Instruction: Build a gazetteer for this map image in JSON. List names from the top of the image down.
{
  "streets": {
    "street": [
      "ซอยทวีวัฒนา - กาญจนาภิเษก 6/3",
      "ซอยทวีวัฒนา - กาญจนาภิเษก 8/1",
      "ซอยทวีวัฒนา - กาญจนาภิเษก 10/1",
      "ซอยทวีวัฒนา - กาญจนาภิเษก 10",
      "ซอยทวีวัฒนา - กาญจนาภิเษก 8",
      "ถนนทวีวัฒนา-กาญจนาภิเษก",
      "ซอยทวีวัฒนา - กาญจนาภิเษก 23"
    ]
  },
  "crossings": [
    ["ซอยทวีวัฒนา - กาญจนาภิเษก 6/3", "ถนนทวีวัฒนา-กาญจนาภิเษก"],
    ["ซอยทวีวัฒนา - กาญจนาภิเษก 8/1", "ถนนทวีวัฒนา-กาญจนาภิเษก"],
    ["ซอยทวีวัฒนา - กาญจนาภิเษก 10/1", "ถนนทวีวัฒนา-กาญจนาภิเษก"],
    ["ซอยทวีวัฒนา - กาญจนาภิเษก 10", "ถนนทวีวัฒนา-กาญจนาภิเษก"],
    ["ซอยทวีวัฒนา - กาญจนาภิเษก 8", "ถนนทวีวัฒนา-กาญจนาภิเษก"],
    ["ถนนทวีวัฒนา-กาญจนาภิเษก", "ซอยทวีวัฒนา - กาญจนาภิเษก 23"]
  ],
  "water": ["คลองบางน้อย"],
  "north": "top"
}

● **Task description**
The entries above must be transcribed word for word.

● **Answer to this exercise**
Instruction: Build a gazetteer for this map image in JSON. List names from the top of the image down.
{
  "streets": {
    "street": [
      "ซอยทวีวัฒนา - กาญจนาภิเษก 6/3",
      "ซอยทวีวัฒนา - กาญจนาภิเษก 8/1",
      "ซอยทวีวัฒนา - กาญจนาภิเษก 10/1",
      "ซอยทวีวัฒนา - กาญจนาภิเษก 10",
      "ซอยทวีวัฒนา - กาญจนาภิเษก 8",
      "ถนนทวีวัฒนา-กาญจนาภิเษก",
      "ซอยทวีวัฒนา - กาญจนาภิเษก 23"
    ]
  },
  "crossings": [
    ["ซอยทวีวัฒนา - กาญจนาภิเษก 6/3", "ถนนทวีวัฒนา-กาญจนาภิเษก"],
    ["ซอยทวีวัฒนา - กาญจนาภิเษก 8/1", "ถนนทวีวัฒนา-กาญจนาภิเษก"],
    ["ซอยทวีวัฒนา - กาญจนาภิเษก 10/1", "ถนนทวีวัฒนา-กาญจนาภิเษก"],
    ["ซอยทวีวัฒนา - กาญจนาภิเษก 10", "ถนนทวีวัฒนา-กาญจนาภิเษก"],
    ["ซอยทวีวัฒนา - กาญจนาภิเษก 8", "ถนนทวีวัฒนา-กาญจนาภิเษก"],
    ["ถนนทวีวัฒนา-กาญจนาภิเษก", "ซอยทวีวัฒนา - กาญจนาภิเษก 23"]
  ],
  "water": ["คลองบางน้อย"],
  "north": "top"
}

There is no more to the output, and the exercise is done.